Taxpol should not submit tax returns on behalf of Clients who are unable to provide evidence for their expenses if these expenses exceed 10% of their turnover.
Tax returns filed on behalf of Clients, where the ratio of expenses to turnover falls in the range of 11-20%, may be filed only based on business records kept by the Client (see section 2), which would support the data quoted in the tax return. It is Taxpol’s duty to check, whether such records do exist.
Taxpol has a duty to file any tax returns with expenses exceeding 20% of turnover only after reviewing all of the records and only when such records are available for the verification of the numeric data included in the tax return.
II. New rules for interpreting expenses
Taxpol and its Clients are under obligation to apply new rules when it comes to the interpretation of expenses related to business operations:
Costs of tickets and fuel as costs of commuting between home and work are not going to be accepted by HMRS unless the Client works at various locations and does not operate within a specified area, or performs a particular job outside their usual area of operations. Such costs can be included in a tax return, providing that the Client can support it, e.g. by keeping relevant records. Other transportation costs pertaining to business operations, such as travelling to a tool store, shall still be accepted, provided the Client can demonstrate that the expense was for business purposes only and is able to provide details as to the purpose of any such expense and as to the particular order it was related to;
Telephone costs can be accepted as business expenses if the Client can support them with a telephone record, marking individual business-related calls;
Internet costs will be accepted if they were solely for business purposes and the Client is able to support such instances with relevant documents;
Tools and material storage in the household is not a basis to classify one’s home as business premises. Such costs can be accepted if the Client uses a room within the house for business purposes only, e.g. to keep business records, work on growing his business, or provide actual servicess. In such instances the Client can apply a set monthly rate only in months in which such expense took place.

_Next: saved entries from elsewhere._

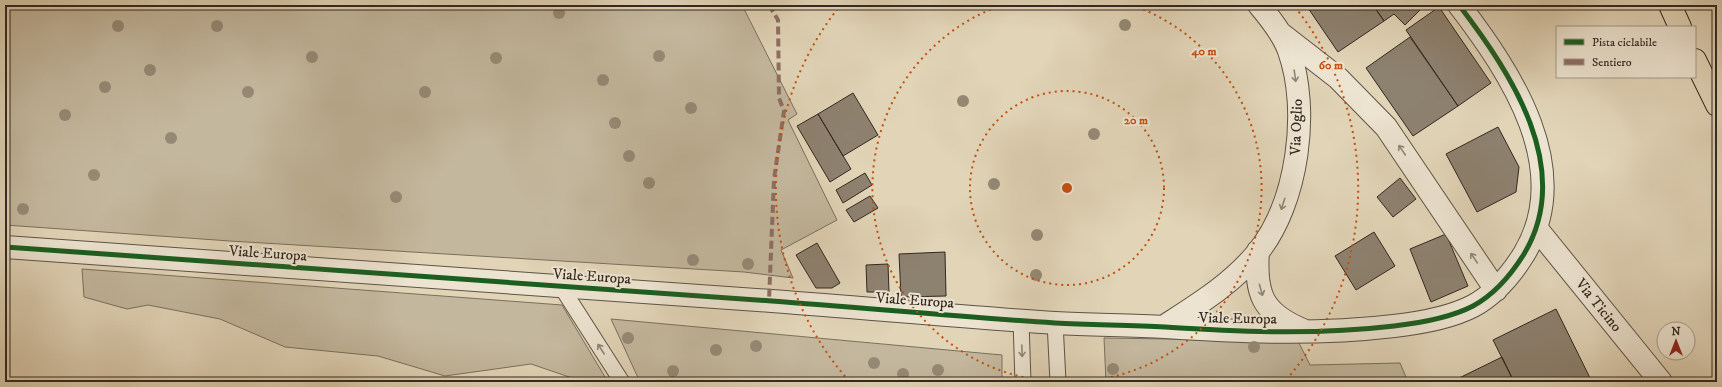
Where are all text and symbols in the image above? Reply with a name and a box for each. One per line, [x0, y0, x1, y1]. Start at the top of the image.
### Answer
legend [1556, 26, 1696, 78]
text: Pista ciclabile [1592, 35, 1657, 50]
text: 40 m [1191, 44, 1216, 59]
text: Sentiero [1592, 55, 1632, 70]
text: 60 m [1319, 58, 1343, 73]
one-way arrow [1291, 69, 1299, 82]
street label: Via Oglio [1286, 98, 1307, 157]
text: 20 m [1124, 113, 1148, 128]
one-way arrow [1398, 145, 1406, 156]
centre of rings [1060, 181, 1074, 195]
one-way arrow [1279, 198, 1286, 211]
street label: Viale Europa [227, 241, 308, 266]
one-way arrow [1470, 253, 1478, 264]
street label: Viale Europa [551, 264, 632, 289]
street label: Via Ticino [1571, 274, 1626, 336]
one-way arrow [1258, 283, 1265, 296]
street label: Viale Europa [874, 288, 955, 313]
street label: Viale Europa [1198, 308, 1278, 329]
north arrow [1656, 321, 1696, 361]
text: N [1671, 325, 1681, 339]
one-way arrow [596, 343, 604, 355]
one-way arrow [1018, 344, 1026, 357]

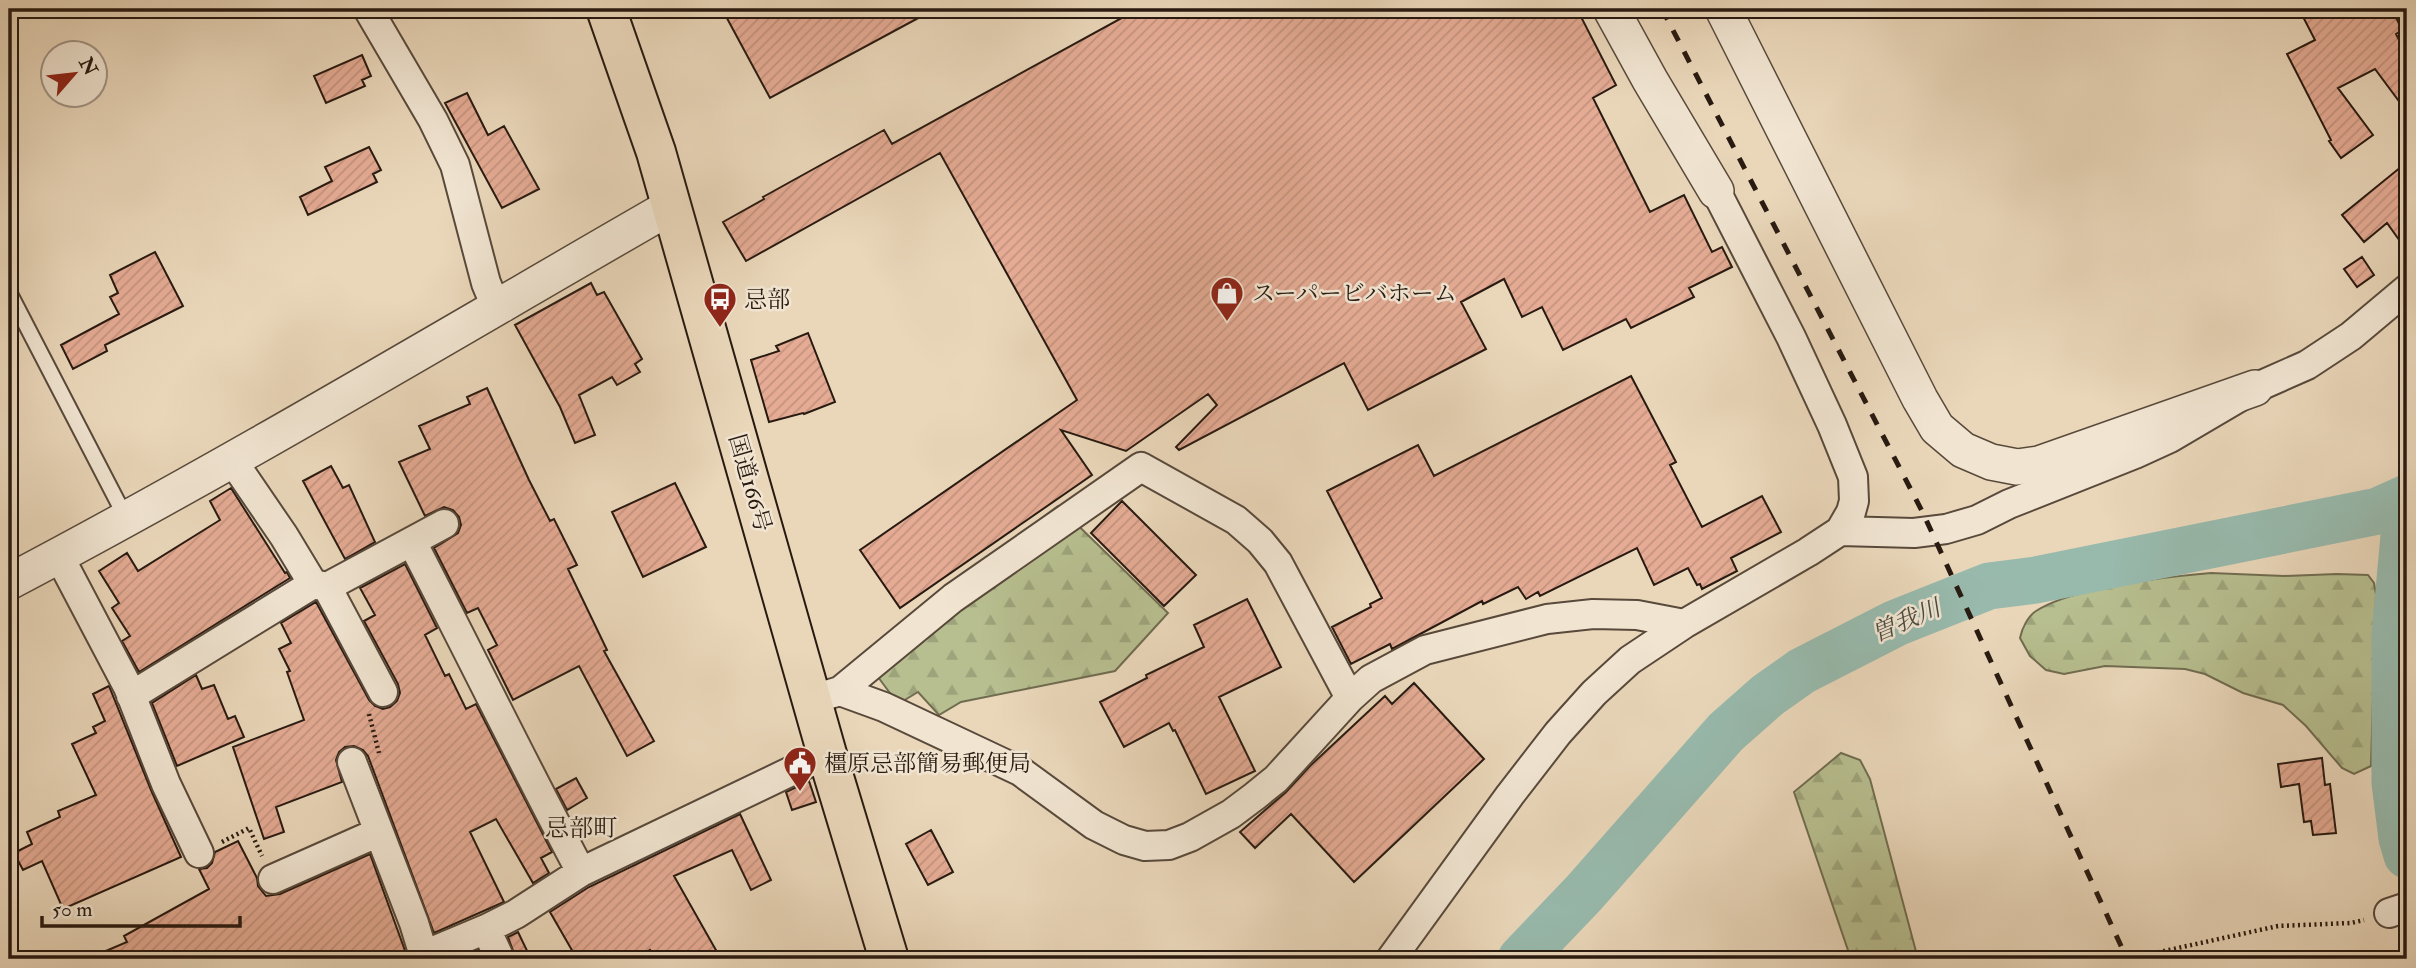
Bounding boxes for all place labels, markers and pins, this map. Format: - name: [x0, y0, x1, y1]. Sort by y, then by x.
- shop icon: スーパービバホーム: [1208, 274, 1246, 323]
- place label: スーパービバホーム: [1252, 279, 1457, 308]
- bus stop icon: 忌部: [701, 280, 739, 329]
- place label: 忌部: [744, 285, 790, 314]
- public building icon: 橿原忌部簡易郵便局: [781, 744, 819, 793]
- place label: 橿原忌部簡易郵便局: [824, 749, 1031, 778]

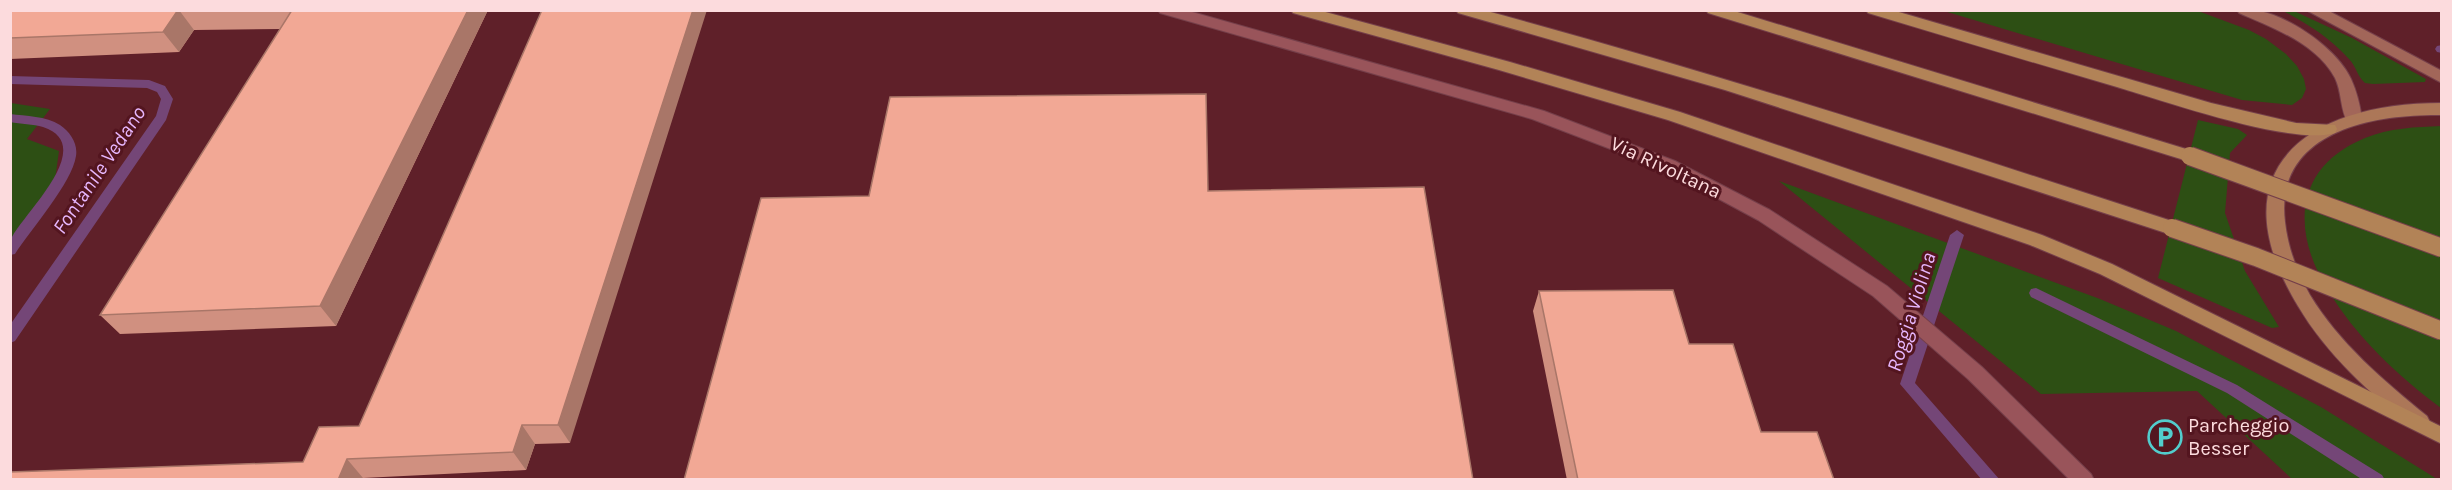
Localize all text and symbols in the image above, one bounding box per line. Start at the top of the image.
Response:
water label: Fontanile Vedano [47,101,151,238]
street label: Via Rivoltana [1607,132,1725,203]
water label: Roggia Violina [1881,249,1941,375]
place label: Parcheggio Besser [2188,414,2289,460]
parking icon: Parcheggio Besser [2147,419,2183,455]

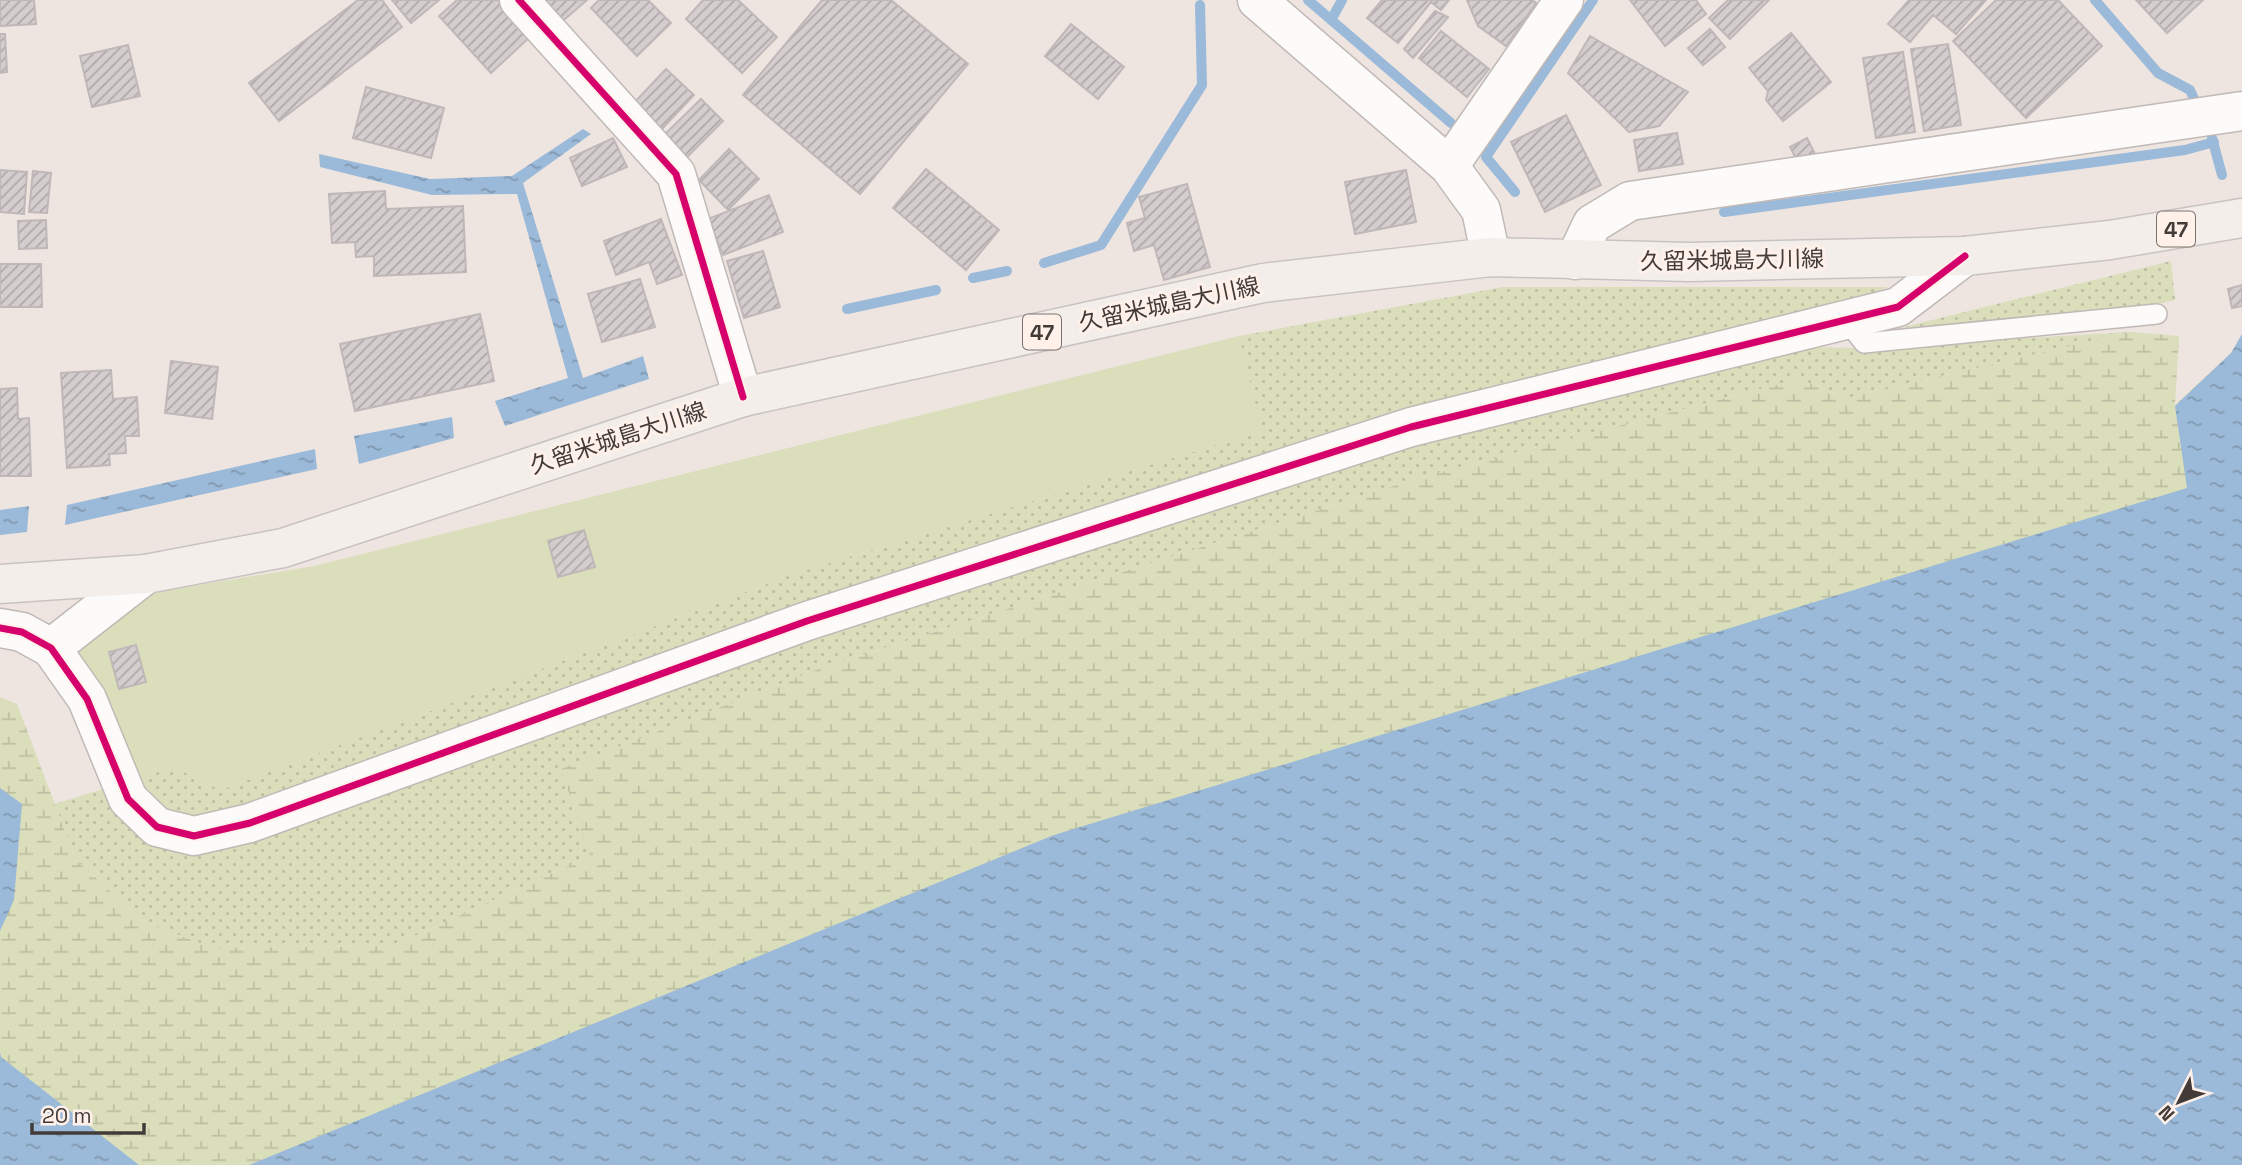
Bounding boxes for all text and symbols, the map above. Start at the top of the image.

III. Date for the new rules to come into force
Taxpol and its Clients are required to apply all the new rules as of 10 September 2014.
IV. Amendment Programme 2012/13 and 2013/14 for CIS Clients
All Clients registered under CIS (subcontractors) who in their tax returns for years 2012/13 and 2013/14 defined expenses in a way different to the above interpretation should amend their tax returns in line with the above rules. Taxpol, following a review of its own records, is required to identify such Clients and notify them of any amendments that may be necessary. The deadline for submitting voluntary amendments under this programme is 31 December 2014.
V. HMRC guarantee
HMRC guarantees that those Clients who accept and apply the rules under the new programme (including the CIS Clients required to amend their returns) will not be required to alter their tax returns for any years prior to 2012/13 in relation to the above provisions. It means that HMRC will not ask these Clients to amend their tax returns made before 6 April 2013, unless any such return is selected for enquiry due to matters unconnected with this programme. HMRC guarantees that the CIS Clients who voluntarily submit corrected returns for years 2012/13 and 2013/14 will not be subject to any penalties, and no interest will be charged with regard to repayment of any tax that could have been unlawfully returned.
HMRC gives the above guarantees only to those Clients who continue to engage with their Agents, in this case – the accounting firm Taxpol.
VI. Consequences and penalties
Clients who do not follow the rules imposed by the new programme, including CIS Clients who do not file voluntary amendments for years 2012/13 and 2013/14, risk that HMRC will review their returns and seek to recover any amounts of tax due, including penalties and interest:
a) for up to 4 latest years – when mistakes are found to be made in spite of taking reasonable care,
b) for up to 20 latest years – when mistakes found in a tax return result from negligence or deliberate behaviour.
HMRC undertakes to review all Clients who decide to discontinue engagement with their current Agent (in this case, the accounting firm Taxpol) and move to a different accountants or decide to file their tax returns personally. HMRC is able to find and identify all such Clients.
Conclusion
This letter has been written based purely on information provided by the HMRC. Please, do not ignore it. Should you need a more detailed explanation, please do not hesitate to contact any of our offices.
We advise all CIS Clients to submit their corrected tax returns voluntarily. Consequences of not taking action can be costly. On our part, we can assure that we will assist you in filing the corrected returns.
Should the expenses presented in your return exceed 20% of your turnover, but you claim they are accurate and were actually incurred only for business purposes, we will help you to provide (retrieve) relevant business records, in line with the HMRC rules. In such cases, amendments may not be necessary. If no such records can be provided, we will agree with you a line of defence in case of enquiry.
If the expenses shown in your return exceed 20% of your turnover and you know for a fact that some of them are inaccurate or were not entirely incurred in connection with your business activities, the voluntary correction is absolutely necessary.
In such a case, please contact us immediately. Voluntarily corrected returns, filed using us as an agent, can be filed no later than 11 December. After this date you will have another 2 weeks (until 31 December) to file a corrected return personally without our assist.
We hope that you accept the new HMRC rules and that, with joint effort, they will cause you as little concern as possible.
We are looking forward to hearing from you.